Saturday, April 7, 2012

Note To Tiger


Mark Twain never said it better; “The reports of my death has been greatly exaggerated.” Tiger, it’s about time you stepped it up a notch and spanked the field again. I was getting tired of the rumors of your demise.

Now the question is, “Can you keep this momentum going?” Staying healthy is obviously one part of the puzzle. Withdrawing a few weeks ago with the tightness in your achille’s showed me you finally realized you’re not superhuman. Funny, you don’t look as pumped up and beefy as you have looked in the past. Wonder if that might have caused the knee issues? Hmmm…. Anyway, don’t change your regimen (at least most of it) anytime soon. Your work ethic that leaves the rest of the field scratching its collective head needs to be regenerated. Nothing beats practice. Just ask Ben Hogan.

You look like you have set the past firmly behind you now. As much as you can, let bygones be bygones and don’t look back. Who needs a black Escalade with the windows smashed out anyway? You don’t have to be a “playa” anymore to impress us. Face it, we could give a rat’s ass how many “accomplishments” you have anyway. Spend time with your kids and be a dad to them. You’re just going to get one chance to be there for them.

The time has come to be your self.
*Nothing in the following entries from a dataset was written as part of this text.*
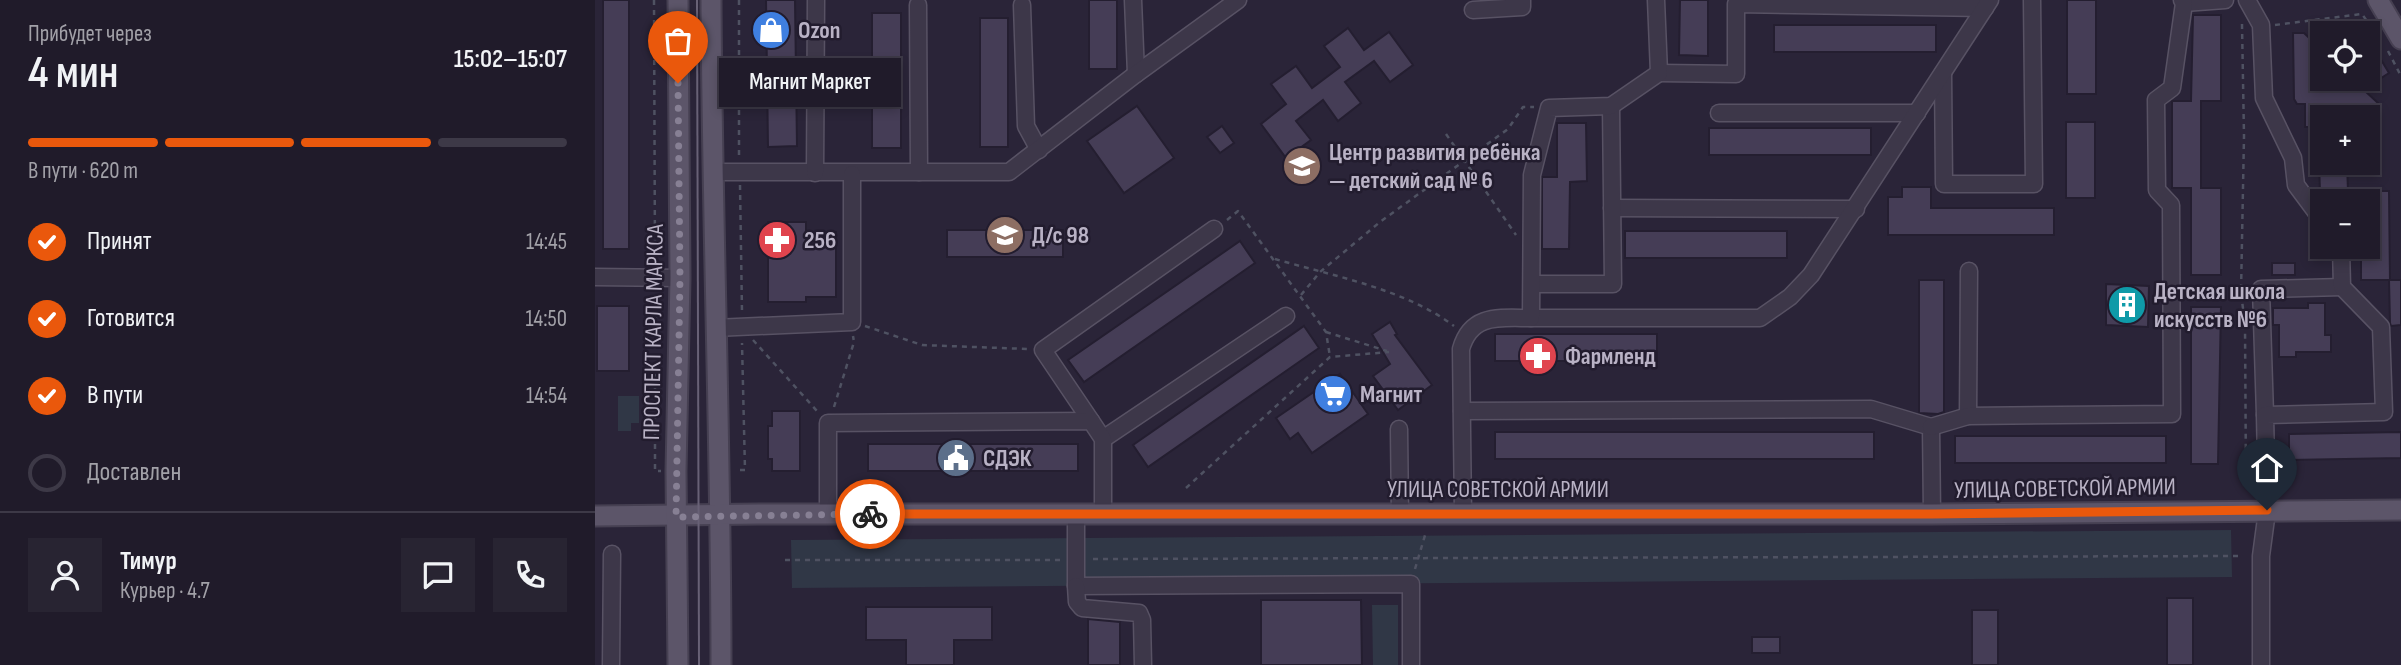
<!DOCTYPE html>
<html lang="ru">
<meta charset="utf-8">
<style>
body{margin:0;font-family:"Sofia Sans Condensed",sans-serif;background:#282432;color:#f1f3f6;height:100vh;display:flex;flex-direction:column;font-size:26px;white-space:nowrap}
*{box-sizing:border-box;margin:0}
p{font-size:23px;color:#a2a1a8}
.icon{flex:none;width:38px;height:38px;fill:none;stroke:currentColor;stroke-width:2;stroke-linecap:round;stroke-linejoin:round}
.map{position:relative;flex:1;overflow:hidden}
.panel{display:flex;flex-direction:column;background:#201b2a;width:595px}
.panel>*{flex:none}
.buttons{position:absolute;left:1715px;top:21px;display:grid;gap:14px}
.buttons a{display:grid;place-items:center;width:70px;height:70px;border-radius:0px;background:#201b2a;box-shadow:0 4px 10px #0003,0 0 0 2px #3d3947;font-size:35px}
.pin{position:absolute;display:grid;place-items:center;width:60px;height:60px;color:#fff;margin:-72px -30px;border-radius:50% 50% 50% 0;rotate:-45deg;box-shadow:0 0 7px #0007}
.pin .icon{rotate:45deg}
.courier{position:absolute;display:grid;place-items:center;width:70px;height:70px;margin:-35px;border:5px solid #ea580c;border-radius:50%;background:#fff;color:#222;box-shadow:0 2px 9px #0007}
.bubble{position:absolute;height:49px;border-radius:0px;background:#201b2a;box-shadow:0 4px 10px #0003,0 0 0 2px #3d3947;font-size:23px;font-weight:600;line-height:49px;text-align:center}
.overview em{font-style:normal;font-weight:600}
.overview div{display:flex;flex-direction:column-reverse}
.overview{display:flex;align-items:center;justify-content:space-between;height:119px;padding:0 28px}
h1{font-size:46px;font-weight:600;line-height:52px}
.bar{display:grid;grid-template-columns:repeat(4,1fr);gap:10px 7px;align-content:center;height:84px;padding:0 28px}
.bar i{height:9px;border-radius:5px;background:#3d3947}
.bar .selected{background:#ea580c}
.bar p{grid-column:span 4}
.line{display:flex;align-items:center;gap:18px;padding:0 28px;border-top:2px solid #3d3947}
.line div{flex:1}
.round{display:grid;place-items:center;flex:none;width:74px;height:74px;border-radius:0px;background:#282432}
ol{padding:0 28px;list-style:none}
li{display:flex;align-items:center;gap:21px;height:77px}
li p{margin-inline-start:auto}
li .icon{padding:7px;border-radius:50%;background:#ea580c;color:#fff;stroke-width:4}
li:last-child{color:#a2a1a8}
li i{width:38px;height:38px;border:4px solid #3d3947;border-radius:50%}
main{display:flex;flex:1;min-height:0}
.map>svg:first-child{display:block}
</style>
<main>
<section class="panel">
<div class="overview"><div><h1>4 мин</h1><p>Прибудет через</p></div><em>15:02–15:07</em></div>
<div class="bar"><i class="selected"></i><i class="selected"></i><i class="selected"></i><i></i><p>В пути · 620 m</p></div>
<ol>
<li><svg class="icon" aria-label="check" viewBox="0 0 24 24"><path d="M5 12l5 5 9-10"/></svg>Принят<p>14:45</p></li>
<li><svg class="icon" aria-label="check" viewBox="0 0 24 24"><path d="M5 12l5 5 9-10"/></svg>Готовится<p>14:50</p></li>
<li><svg class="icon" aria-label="check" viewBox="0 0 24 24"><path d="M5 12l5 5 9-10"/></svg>В пути<p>14:54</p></li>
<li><i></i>Доставлен</li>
</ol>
<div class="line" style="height:126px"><a class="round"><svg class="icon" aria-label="person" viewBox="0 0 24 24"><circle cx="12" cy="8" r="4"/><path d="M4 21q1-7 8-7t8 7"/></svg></a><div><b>Тимур</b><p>Курьер · 4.7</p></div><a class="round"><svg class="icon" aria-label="chat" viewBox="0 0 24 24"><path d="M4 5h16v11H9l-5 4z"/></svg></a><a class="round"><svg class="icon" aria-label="phone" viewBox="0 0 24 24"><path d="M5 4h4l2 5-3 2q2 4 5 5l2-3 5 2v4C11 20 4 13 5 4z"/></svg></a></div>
</section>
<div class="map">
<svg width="1806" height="665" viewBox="0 0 1806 665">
<rect width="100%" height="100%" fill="#2a2438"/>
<g fill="#303746">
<path d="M23,396H44V423H36V431H23Z"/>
<path d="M1636,530L1637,577L197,588L196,540Z"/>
<path d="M777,605H803V665H778Z"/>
</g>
<g fill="#453d56" stroke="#241e30" stroke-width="2">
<rect x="8" y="0" width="26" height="249"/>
<path d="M171,0H200L202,146L173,147Z"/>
<rect x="494" y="0" width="28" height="69"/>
<path d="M1085,0H1113V56L1084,55Z"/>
<rect x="1472" y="0" width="29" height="94"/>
<rect x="277" y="13" width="29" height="135"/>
<path d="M1598,15H1626V101H1606V188H1626V275H1596V188H1577V101H1596Z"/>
<rect x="385" y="18" width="28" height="129"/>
<rect x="1179" y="25" width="162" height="27"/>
<path d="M753,28L769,50L794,32L818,65L795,82L779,61L750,82L766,103L743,121L728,100L701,121L716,140L691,158L666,124L691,104L676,84L701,66L717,88L745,67L729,46Z"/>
<path d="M1698,33H1709L1727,50V79H1757L1783,103V117H1727V127H1710V104H1702L1699,99Z"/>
<path d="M1782,53L1794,73L1783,80L1773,63V59Z"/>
<path d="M542,106L579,158L529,193L492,141Z"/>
<rect x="1471" y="122" width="29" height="76"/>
<path d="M962,123H991L992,181L975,182L974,249H947V177H962Z"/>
<path d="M627,126L639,143L625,153L612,137Z"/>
<rect x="1114" y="128" width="162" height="27"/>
<path d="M1724,163H1752L1753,191L1725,192Z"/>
<path d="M1307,187H1336V208H1459V235H1293V197H1307Z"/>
<path d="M1773,191H1794L1795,280H1766V247H1773Z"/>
<path d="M173,222H211V232H241V297H211V302H173Z"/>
<rect x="352" y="230" width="116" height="27"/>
<rect x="1030" y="231" width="162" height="27"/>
<path d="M645,241L660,263L489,382L473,360Z"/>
<rect x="1677" y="263" width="23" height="12"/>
<path d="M1324,280H1349V412L1343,414L1324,413Z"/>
<path d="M1794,280H1806V325L1796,326L1795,323Z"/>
<path d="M1511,284L1554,286L1553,327L1511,325Z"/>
<path d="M1713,303H1730V335H1736V352H1701V357H1684V325H1678V308H1713Z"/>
<rect x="2" y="306" width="32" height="65"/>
<path d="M1596,307H1626L1623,464H1596Z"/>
<path d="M795,322L802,334L800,335L837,385L803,410L778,376L795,364L777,334Z"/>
<path d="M709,326L724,348L553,467L538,445Z"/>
<rect x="900" y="334" width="162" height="27"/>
<path d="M745,374L773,414L717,453L703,433L695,439L681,418Z"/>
<path d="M177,411H205V471H177V459H173V426H177Z"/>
<rect x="900" y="432" width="379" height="27"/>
<path d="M1806,432V458L1694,460V434Z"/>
<rect x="1360" y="436" width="211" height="27"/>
<rect x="273" y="444" width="210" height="27"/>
<rect x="1572" y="598" width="26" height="67"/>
<path d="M666,600H766L767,665H666Z"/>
<path d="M271,607H397V640H359V665H311V640H271Z"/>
<rect x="1377" y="610" width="26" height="55"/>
<path d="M493,619L525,622V665H493Z"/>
<rect x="1157" y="637" width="28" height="16"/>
</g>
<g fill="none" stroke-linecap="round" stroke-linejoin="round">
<defs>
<g id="minor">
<path d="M538,0L541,74"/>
<path d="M1652,0L1666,25L1669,98L1698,158L1701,185L1727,220"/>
<path d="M1589,3L1630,0"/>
<path d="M323,5L324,172"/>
<path d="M427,5L431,126L444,150"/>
<path d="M878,10L927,7V0"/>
<path d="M1064,73L1141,74V4L1390,8"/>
<path d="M1348,73L1349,184H1439L1437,0"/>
<path d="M1124,113H1322"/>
<path d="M117,172H414L541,74L643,0"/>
<path d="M220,173L221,0"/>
<path d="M1017,208L1261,209"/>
<path d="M0,277L85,278"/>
<path d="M938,284H1018L1016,106"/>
<path d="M936,318H1165L1195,297L1216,275L1395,0"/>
<path d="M120,328L257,322V174"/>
<path d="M867,411L1276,409L1336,427L1337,514"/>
<path d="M1670,415L1666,289L1747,287"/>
<path d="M1373,416L1374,271"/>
<path d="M496,421L448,350L619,229"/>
<path d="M1336,427L1373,416L1577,414L1576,205L1562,190L1561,100L1577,88L1589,3L1587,0"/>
<path d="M804,429L805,514"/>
<path d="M508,439L691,316"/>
<path d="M233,514V423L496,421L508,439V514"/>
<path d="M481,514V586L816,584V665"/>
<path d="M868,514L866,349C876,313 905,318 936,318L937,175L954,108L1016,106L1064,73L1061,0"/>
<path d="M481,586L482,602L487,608L544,613L547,620L548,665"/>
<path d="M16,665L17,554"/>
<path d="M1666,665V556L1672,511L1670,415L1789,412L1786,327L1747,287L1746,247"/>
</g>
<g id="major">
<path d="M116,0C117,222 126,443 126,665"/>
<path d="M1783,0L1806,39"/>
<path d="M0,516L164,514H1337L1806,510"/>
<path d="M83,665L81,471L85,278L83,0"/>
</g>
</defs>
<use href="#minor" stroke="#585264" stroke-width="19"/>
<use href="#major" stroke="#464052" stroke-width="23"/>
<g stroke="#4f5262" stroke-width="2.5" stroke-dasharray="5 5" stroke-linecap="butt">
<path d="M59,0L60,263"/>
<path d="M144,0V158"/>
<path d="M1647,24L1649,136L1646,293L1650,324L1651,487"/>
<path d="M1680,25L1767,14L1785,40"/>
<path d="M1793,51L1806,76"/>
<path d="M851,134L921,235"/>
<path d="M145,185L147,312"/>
<path d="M632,220L643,211L731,332L735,357"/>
<path d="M680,259C738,276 810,289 859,326"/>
<path d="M60,294V471H66"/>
<path d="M706,295L725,272L785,222L913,129L928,107H939"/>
<path d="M270,326L327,345L432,349"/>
<path d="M731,332L792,351"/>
<path d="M158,340L222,411"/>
<path d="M239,407L259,342L258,336"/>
<path d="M145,470H150L147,343"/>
<path d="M591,488L735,357L794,352"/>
<path d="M498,559L1646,556"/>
<path d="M190,560H466"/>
<path d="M820,569L831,532"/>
</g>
<use href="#minor" stroke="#3d3749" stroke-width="16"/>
<use href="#major" stroke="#5c5569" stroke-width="19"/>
<path stroke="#686176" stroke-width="2" d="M102,0L104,665"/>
</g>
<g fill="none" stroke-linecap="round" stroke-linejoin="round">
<path stroke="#878094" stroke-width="7" stroke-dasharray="0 12.6" d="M83,83L85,278L81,517L275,514"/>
<path stroke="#ea580c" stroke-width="9" d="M275,514H1337L1672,510"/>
</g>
<defs>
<symbol id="shop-disc" viewBox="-11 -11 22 22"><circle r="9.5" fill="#3f7fe0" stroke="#221c2e"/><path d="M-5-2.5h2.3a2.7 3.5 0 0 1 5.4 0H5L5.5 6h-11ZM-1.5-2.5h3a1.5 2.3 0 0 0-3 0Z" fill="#fff"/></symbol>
<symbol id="school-disc" viewBox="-11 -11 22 22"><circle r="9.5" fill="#8d6e63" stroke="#221c2e"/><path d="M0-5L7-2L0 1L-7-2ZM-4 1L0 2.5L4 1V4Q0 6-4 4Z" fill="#fff"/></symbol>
<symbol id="pharmacy-disc" viewBox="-11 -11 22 22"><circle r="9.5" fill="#e0444e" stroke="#221c2e"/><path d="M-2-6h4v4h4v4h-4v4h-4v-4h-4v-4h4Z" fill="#fff"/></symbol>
<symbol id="building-disc" viewBox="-11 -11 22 22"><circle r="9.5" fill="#0f9aa8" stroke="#221c2e"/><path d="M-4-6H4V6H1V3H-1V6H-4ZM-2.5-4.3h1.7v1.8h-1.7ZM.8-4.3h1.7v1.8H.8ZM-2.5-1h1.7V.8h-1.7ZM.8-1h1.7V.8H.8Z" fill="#fff"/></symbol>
<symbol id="supermarket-disc" viewBox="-11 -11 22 22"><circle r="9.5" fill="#3f7fe0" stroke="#221c2e"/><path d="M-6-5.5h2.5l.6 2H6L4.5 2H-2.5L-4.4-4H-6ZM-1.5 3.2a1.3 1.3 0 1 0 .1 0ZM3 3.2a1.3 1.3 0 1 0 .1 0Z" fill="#fff"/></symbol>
<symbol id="civic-disc" viewBox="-11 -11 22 22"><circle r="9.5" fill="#5c6f8a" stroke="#221c2e"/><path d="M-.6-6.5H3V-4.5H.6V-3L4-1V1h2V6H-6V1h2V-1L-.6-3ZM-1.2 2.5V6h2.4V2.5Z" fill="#fff"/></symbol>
</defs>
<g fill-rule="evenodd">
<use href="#shop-disc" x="154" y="8" width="44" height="44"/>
<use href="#school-disc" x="685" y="144" width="44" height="44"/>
<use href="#school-disc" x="388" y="213" width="44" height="44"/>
<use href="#pharmacy-disc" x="160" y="218" width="44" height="44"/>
<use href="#building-disc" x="1510" y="283" width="44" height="44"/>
<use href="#pharmacy-disc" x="921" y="334" width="44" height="44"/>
<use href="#supermarket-disc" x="716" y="372" width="44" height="44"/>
<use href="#civic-disc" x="339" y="436" width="44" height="44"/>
</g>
<g text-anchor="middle" stroke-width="5" stroke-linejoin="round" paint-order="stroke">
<g font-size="24" font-weight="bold" fill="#b9b2c5" stroke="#221c2e" text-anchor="start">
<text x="203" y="38">Ozon</text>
<text x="734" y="160">Центр развития ребёнка<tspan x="734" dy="28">— детский сад № 6</tspan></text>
<text x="437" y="243">Д/с 98</text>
<text x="209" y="248">256</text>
<text x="1559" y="299">Детская школа<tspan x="1559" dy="28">искусств №6</tspan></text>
<text x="970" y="364">Фармленд</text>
<text x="765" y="402">Магнит</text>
<text x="388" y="466">СДЭК</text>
</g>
<g font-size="24" fill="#b9b2c5" stroke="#221c2e">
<text transform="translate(58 332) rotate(-89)" y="8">ПРОСПЕКТ КАРЛА МАРКСА</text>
<text transform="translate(1470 488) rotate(-1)" y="8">УЛИЦА СОВЕТСКОЙ АРМИИ</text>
<text x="903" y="497">УЛИЦА СОВЕТСКОЙ АРМИИ</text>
</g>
</g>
</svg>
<div class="buttons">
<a><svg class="icon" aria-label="locate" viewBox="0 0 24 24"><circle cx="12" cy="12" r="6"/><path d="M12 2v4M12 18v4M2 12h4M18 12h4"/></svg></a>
<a>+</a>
<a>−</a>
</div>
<div class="pin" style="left:83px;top:83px;background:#ea580c"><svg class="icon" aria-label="bag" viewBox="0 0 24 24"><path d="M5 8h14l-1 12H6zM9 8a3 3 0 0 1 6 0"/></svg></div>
<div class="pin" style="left:1672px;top:510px;background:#1f2937"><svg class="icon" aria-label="home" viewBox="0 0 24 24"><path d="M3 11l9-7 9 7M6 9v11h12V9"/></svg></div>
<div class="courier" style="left:275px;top:514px"><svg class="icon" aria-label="bike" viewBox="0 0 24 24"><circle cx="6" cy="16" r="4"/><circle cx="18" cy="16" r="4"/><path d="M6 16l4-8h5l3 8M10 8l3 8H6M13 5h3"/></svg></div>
<div class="bubble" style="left:124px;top:58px;width:182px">Магнит Маркет</div>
</div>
</main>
Now, I’m not talking about fist pumping, over-cussing Tiger. We all have grown extremely weary of old Tiger, with the “in your face” attitude and short fuse. That was cute in it’s day and we all got a giggle out of it when you would rant and perform the oh-so dramatic uppercut to the chin. Please. Golf is still trying to be a gentleman’s game and visibly standing on the neck of your opponent and spitting on them is a little tired. That belongs in the NFL along with Sean Peyton’s and Greg William’s bounty list. Be the focused Tiger. Be the steely eyed Tiger. Let your golf speak for itself. We are never short of good role models in golf. I know, I know, Tom Watson can come across a little pompous, but you have to admit that he could win with class.

One thing I am pleased at, for the most part, is your fairly genuine refusal to bow to the fashion divas of the golf world. I am a little disappointed that you shrunk to the level of a white belt from time to time, but at least you have not fallen to Ricky Fowler status. He looks like Walt Disney threw up on him. Good golfer or not, his handlers must be castrated. He looks like the love child of Justin Bieber and Lady Gaga. John Daly can wear some crazy pants, but we all know he’s doing it for the paycheck he so desperately needs.  Just dress your age Tiger, not your putter length and you’ll be fine. Clothes don’t make the player, just ask Greg Norman.

Tiger, this is your re-birth.  The swagger is back. You have every pro golfer in the world looking nervously over their sponsor-laden shoulder.  The “Oh shit. I’m paired with Tiger.”, thought is now back in the fore-front of their minds. You are in the head of everyone who tee’s it up from now on. You have got it goin’ again.

Make us proud Tiger. Give mom a hug for me.